* [Brief]: Show the lines of the material that contain the word "grid".

* [Data extract]:
"""
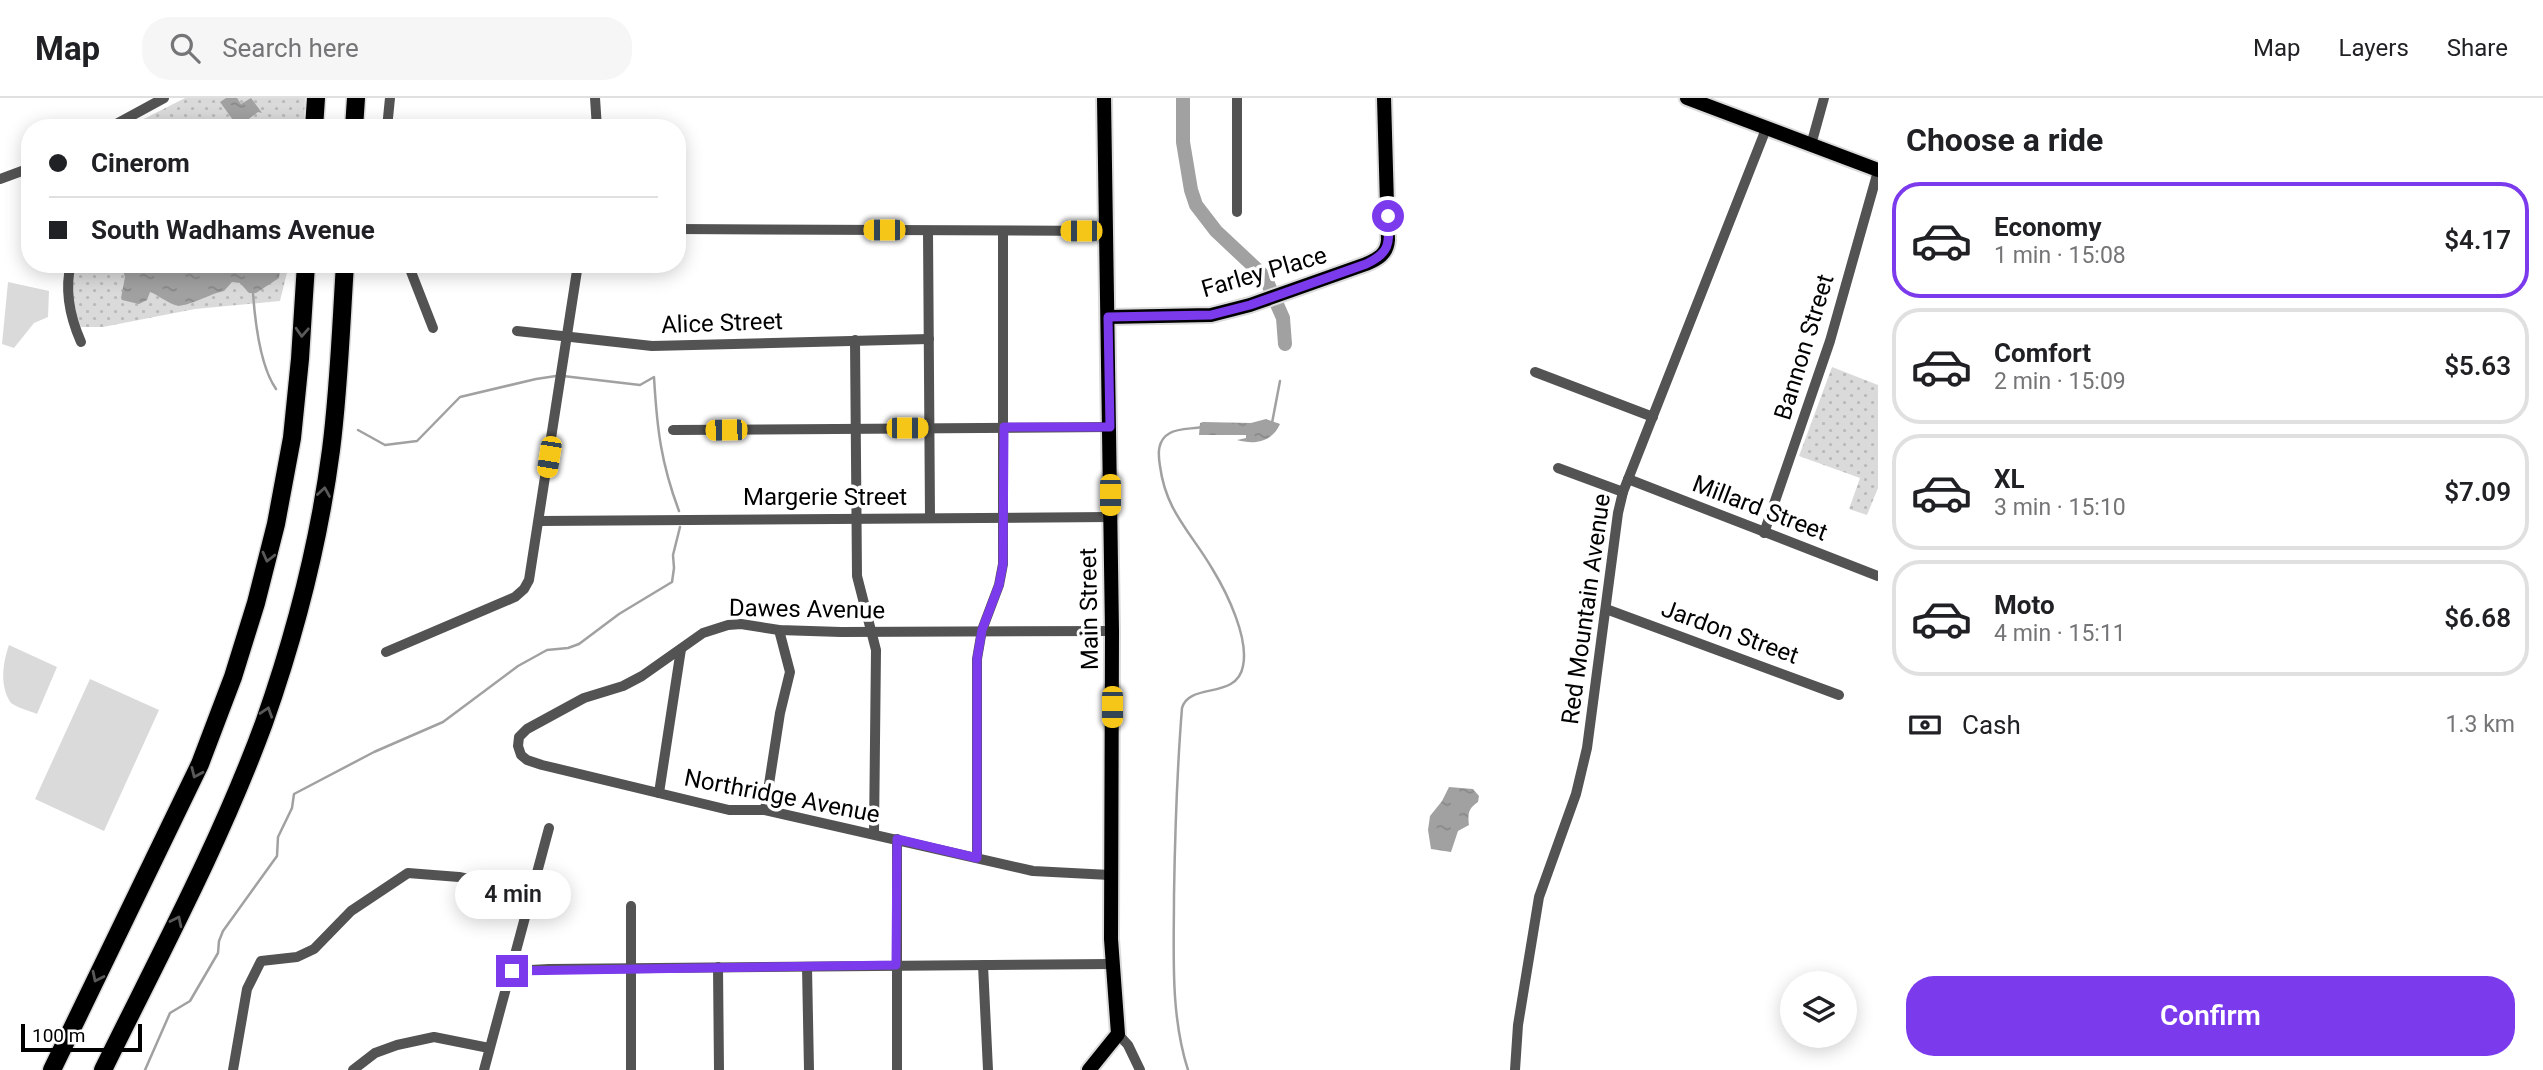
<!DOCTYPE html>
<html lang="en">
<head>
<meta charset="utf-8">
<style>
	body { margin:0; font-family:Roboto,sans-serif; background:#f6f6f6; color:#202124; height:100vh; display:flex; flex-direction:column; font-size:26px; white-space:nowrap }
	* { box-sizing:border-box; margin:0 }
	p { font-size:23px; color:#757577 }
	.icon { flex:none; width:38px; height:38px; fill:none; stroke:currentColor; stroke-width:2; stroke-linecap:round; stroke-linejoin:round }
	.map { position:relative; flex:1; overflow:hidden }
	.side { display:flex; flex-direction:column; background:#fff; width:665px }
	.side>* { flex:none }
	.hud { position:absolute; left:21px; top:21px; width:665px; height:154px; border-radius:28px; box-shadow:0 4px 18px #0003; display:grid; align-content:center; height:154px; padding:0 28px; background:#fff }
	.tools { position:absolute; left:1780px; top:873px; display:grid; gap:14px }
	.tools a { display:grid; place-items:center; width:77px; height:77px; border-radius:50%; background:#fff; box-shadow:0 4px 18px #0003; font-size:35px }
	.scale { position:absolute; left:21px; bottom:18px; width:121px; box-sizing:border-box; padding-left:7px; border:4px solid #000; border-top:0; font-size:19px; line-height:24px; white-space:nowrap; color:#000; -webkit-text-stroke:5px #fff; paint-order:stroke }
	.end { position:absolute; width:32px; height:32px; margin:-16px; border:9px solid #7c3aed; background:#fff; box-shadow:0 0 0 4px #fff }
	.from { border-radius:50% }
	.bubble { position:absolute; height:49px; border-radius:24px; background:#fff; box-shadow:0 4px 18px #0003; font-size:23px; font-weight:600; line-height:49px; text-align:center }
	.car { position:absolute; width:21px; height:42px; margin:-21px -10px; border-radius:9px; box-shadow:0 0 5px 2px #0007; background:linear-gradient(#f5c518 24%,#345 0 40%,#f5c518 0 76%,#345 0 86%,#f5c518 0) }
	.hud b { display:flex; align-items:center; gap:24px; height:66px; font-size:26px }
	.hud b+b { border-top:2px solid #e0e0e0 }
	.hud i { width:18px; height:18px; background:#202124 }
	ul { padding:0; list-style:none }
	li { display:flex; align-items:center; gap:21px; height:116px; margin:0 14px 10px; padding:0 14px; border:4px solid #e0e0e0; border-radius:28px }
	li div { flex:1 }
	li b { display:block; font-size:26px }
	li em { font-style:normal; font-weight:600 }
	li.on { border-color:#7c3aed }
	li>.icon { width:63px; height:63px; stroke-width:1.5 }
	h2 { padding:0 28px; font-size:32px; line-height:84px }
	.pay { display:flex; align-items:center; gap:18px; height:77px; padding:0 28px; font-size:26px }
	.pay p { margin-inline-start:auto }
	.primary-button { display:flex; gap:14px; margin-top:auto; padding:14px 28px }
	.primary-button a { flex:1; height:80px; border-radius:28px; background:#7c3aed; color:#fff; font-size:28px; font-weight:600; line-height:80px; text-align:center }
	header { display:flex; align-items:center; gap:42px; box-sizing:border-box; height:98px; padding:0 35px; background:#fff; border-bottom:2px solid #e0e0e0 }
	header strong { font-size:33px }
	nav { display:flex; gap:38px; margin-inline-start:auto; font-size:24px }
	.search { width:490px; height:63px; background:#f6f6f6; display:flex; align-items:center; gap:18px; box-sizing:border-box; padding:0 24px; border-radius:28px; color:#757577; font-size:26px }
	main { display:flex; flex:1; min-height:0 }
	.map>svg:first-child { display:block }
	.grass { fill:url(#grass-dots) }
	.garden { fill:#dadada }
	.water { fill:url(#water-ripples) }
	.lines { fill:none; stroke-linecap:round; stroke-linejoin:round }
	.stream { stroke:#a1a1a1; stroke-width:2.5 }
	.river { stroke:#a1a1a1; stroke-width:14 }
	.major-casing { stroke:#dbdbdb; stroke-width:18 }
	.highway-casing { stroke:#dbdbdb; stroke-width:21 }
	.minor { stroke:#535353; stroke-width:10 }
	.major { stroke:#000; stroke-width:14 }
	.highway { stroke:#000; stroke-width:18 }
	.oneway { stroke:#595959 }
	.route { stroke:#7c3aed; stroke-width:9 }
	.labels { text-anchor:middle; stroke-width:7; stroke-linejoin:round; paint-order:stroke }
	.street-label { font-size:24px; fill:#000; stroke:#fff }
</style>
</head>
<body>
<header>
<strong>Map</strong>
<div class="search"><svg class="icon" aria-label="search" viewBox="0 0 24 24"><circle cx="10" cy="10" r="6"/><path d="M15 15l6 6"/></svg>Search here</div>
<nav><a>Map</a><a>Layers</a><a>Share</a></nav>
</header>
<main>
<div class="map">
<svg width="1878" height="972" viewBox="0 0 1878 972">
	<defs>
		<pattern id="grass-dots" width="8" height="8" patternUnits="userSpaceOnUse" patternTransform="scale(1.75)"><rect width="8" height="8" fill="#dadada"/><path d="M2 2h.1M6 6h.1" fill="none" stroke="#b9b9b9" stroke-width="1.8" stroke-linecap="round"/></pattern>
		<pattern id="water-ripples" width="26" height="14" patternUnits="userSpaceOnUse" patternTransform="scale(1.75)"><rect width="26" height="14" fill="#a1a1a1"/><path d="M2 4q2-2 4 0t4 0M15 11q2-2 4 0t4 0" fill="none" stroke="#898989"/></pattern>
	</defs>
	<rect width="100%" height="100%" fill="#fff"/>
	<!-- grass -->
	<g class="grass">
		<path d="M185,0h120l-1,30h-178z"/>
		<path d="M75,166h214l-9,37 -85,8 -92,18h-22c-11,-24 -9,-36 -6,-63z"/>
		<path d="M1832,269l46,18v103l-11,27 -18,-6 11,-31 -61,-22z"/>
	</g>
	<!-- garden -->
	<g class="garden">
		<path d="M8,184l41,9 -1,26 -14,6 -20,25 -12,-4z"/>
		<path d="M9,547l48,22 -20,47c-7,-3 -19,-6 -26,-11 -11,-16 -9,-38 -2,-58z"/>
		<path d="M90,581l69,31 -55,121 -69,-32z"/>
	</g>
	<!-- water -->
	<g class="water">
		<path d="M226,0h11l4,6 10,-6 11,15 -4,-1 -20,15 -18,-25z"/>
		<path d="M134,166h147l-2,14 -23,15h-7l-9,-10 -8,-1 -8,9c-13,2 -39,18 -49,14 -7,-2 -17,-10 -25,-13l-3,8 -8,4 -17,-4 -1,-2 4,-21 -2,-7h5z"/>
		<path d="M1266,321l14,5c-8,18 -25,21 -43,16l9,-2v-3h-47l1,-12 3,-1 48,1z"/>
		<path d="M1449,689l24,2 6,7 -1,6c-10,7 -10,11 -9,23l-11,6 -7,21 -20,-3 -3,-19 2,-14 12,-15z"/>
	</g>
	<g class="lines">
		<!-- stream -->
		<g class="stream">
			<path d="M253,195c2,28 7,73 23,96"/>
			<path d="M563,278l77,9 14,-8c3,52 7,86 25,134"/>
			<path d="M1272,325l8,-42"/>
			<path d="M358,332l27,15 32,-4 43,-44 76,-18 20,-3"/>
			<path d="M145,972l25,-57 20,-12 28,-48 1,-12 4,-10 54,-75 1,-19 14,-29 2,-14 80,-42 69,-30 75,-56 29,-16 21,-2 11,-4 40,-30 53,-32 2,-14 -1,-13 7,-28"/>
			<path d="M1188,972c-18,-56 -14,-117 -14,-175 1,-63 3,-125 8,-187 7,-26 55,-8 61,-42 6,-28 -16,-73 -30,-96 -22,-38 -47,-58 -53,-104 -2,-12 -3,-26 10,-33 8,-5 23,-4 32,-6"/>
		</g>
		<!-- river -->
		<path class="river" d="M1183,0v44l8,48 5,15 20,26 49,46 18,41 2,26"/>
		<defs>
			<g id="major">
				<path d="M1687,0l191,72"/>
				<path d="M1108,219l103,-2 39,-10 116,-41c12,-5 21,-10 22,-24l-4,-142"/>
				<path d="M1089,972l29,-36 -7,-95 1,-308 -8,-533"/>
			</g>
			<g id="highway">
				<path d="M314,30l2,-30"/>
				<path d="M354,30l2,-30"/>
				<path d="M52,972l148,-306 33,-87 23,-74 20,-79 16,-86 8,-79 6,-95"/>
				<path d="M103,972c56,-114 117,-227 161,-347 31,-88 55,-181 67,-273 8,-62 10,-124 14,-186"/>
			</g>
		</defs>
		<!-- major casing -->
		<use href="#major" class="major-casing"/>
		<!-- highway casing -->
		<use href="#highway" class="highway-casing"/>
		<!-- minor -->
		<g class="minor">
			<path d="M595,0l2,30"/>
			<path d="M1237,0v114"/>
			<path d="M109,30l55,-30"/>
			<path d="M387,30l3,-30"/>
			<path d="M1811,47l13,-47"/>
			<path d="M0,81l30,-11"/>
			<path d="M677,131l430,2"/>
			<path d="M928,133l2,287"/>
			<path d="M71,166c-7,27 -1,53 10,78"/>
			<path d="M408,166l25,64"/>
			<path d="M517,233l135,15 277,-7"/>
			<path d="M855,242l2,236 19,74 -2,184"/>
			<path d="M1535,274l118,45"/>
			<path d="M673,332l437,-3"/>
			<path d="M1558,370l65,24"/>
			<path d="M1628,381l250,97"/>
			<path d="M539,423l571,-4"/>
			<path d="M1764,435l66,-192 48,-170"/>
			<path d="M1606,511l233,86"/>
			<path d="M386,554l129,-55 9,-8 5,-9 49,-316"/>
			<path d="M659,695l22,-144"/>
			<path d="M765,712l15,-97 10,-41 -11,-42"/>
			<path d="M977,760v-199l5,-29 17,-45 4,-21v-333"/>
			<path d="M1110,777l-77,-4 -268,-61h-36l-187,-45 -15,-5 -6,-5 -3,-9 1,-9 8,-8 57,-31 39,-12 19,-10 61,-43 25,-8 13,-1 38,6 62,2 271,-1"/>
			<path d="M631,808v164"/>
			<path d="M983,867l5,105"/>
			<path d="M718,869l1,103"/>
			<path d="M807,869l2,103"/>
			<path d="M512,873l37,-2 563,-5"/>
			<path d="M1118,936l10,11 12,25"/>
			<path d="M233,972l14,-81 14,-28 36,-4 17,-8 37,-38 57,-38 51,4 73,15"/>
			<path d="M353,972l22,-17 22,-8 37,-8 55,11"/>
			<path d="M484,972l65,-242"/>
			<path d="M897,972v-231"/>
			<path d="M1515,972l3,-45 21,-128 37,-103 11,-46 31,-235 5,-21 143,-363"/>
		</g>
		<!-- major -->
		<use href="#major" class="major"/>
		<!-- highway -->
		<use href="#highway" class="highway"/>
	</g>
	<!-- one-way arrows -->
	<defs><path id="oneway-chevron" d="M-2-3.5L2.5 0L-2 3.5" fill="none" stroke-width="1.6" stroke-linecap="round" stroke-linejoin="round" transform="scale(1.75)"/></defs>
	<g class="oneway">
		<use href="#oneway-chevron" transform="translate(302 234) rotate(93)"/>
		<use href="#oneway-chevron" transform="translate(324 394) rotate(-81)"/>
		<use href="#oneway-chevron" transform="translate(268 459) rotate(104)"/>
		<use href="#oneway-chevron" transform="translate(267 614) rotate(-72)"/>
		<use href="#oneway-chevron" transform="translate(196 675) rotate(114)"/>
		<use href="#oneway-chevron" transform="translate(177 823) rotate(-64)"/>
		<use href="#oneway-chevron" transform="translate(97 879) rotate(116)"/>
	</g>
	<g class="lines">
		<!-- route -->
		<path class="route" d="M512,873l384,-6 1,-126 80,19v-199l5,-29 17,-45 4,-21 1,-137h106l-2,-110 103,-2 39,-10 116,-41c26,-12 23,-22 22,-48"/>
	</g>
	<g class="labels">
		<!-- street labels -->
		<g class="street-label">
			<text transform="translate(1264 174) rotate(-16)" y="8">Farley Place</text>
			<text transform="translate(722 225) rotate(-2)" y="8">Alice Street</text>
			<text transform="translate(1804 249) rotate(-73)" y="8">Bannon Street</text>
			<text x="825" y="407">Margerie Street</text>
			<text transform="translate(1760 410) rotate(21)" y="8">Millard Street</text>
			<text transform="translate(807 511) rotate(1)" y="8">Dawes Avenue</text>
			<text transform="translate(1089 511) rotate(-91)" y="8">Main Street</text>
			<text transform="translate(1586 511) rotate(-82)" y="8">Red Mountain Avenue</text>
			<text transform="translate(1730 534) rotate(20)" y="8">Jardon Street</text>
			<text transform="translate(782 698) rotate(11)" y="8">Northridge Avenue</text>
		</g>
	</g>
</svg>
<div class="tools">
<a><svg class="icon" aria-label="layers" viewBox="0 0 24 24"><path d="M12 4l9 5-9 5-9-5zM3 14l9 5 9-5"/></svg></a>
</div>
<div class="scale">100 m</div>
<i class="end from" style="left:1388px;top:118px"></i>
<i class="end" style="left:512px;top:873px"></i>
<div class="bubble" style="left:455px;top:772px;width:116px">4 min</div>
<i class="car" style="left:884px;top:132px;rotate:270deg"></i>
<i class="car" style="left:1081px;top:133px;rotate:270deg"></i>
<i class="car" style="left:907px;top:330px;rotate:90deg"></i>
<i class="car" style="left:726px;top:332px;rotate:269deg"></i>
<i class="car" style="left:549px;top:359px;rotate:189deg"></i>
<i class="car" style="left:1110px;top:397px;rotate:180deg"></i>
<i class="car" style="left:1112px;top:609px;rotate:180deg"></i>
<div class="hud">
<b><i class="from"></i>Cinerom</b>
<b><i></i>South Wadhams Avenue</b>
</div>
</div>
<section class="side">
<h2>Choose a ride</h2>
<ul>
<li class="on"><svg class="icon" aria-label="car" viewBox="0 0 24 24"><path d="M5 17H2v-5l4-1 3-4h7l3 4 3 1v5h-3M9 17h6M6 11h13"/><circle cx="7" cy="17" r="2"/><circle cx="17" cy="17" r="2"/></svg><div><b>Economy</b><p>1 min · 15:08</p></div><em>$4.17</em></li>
<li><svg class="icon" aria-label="car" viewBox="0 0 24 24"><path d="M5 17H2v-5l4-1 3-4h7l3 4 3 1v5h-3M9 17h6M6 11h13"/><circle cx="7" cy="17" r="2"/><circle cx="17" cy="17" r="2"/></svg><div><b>Comfort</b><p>2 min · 15:09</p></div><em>$5.63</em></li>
<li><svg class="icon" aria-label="car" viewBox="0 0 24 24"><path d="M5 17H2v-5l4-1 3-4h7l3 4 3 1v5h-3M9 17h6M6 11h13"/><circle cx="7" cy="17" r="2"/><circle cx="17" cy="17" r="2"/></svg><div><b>XL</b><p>3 min · 15:10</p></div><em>$7.09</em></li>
<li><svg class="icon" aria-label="car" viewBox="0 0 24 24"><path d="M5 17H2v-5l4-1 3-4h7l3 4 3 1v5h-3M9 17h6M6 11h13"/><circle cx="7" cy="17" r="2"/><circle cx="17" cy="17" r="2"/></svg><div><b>Moto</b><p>4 min · 15:11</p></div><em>$6.68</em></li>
</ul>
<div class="pay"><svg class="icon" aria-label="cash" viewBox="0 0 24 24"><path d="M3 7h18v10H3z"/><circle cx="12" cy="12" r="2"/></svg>Cash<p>1.3 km</p></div>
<div class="primary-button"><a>Confirm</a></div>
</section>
</main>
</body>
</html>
"""
* [Answer for this exercise]:
	.hud { position:absolute; left:21px; top:21px; width:665px; height:154px; border-radius:28px; box-shadow:0 4px 18px #0003; display:grid; align-content:center; height:154px; padding:0 28px; background:#fff }
	.tools { position:absolute; left:1780px; top:873px; display:grid; gap:14px }
	.tools a { display:grid; place-items:center; width:77px; height:77px; border-radius:50%; background:#fff; box-shadow:0 4px 18px #0003; font-size:35px }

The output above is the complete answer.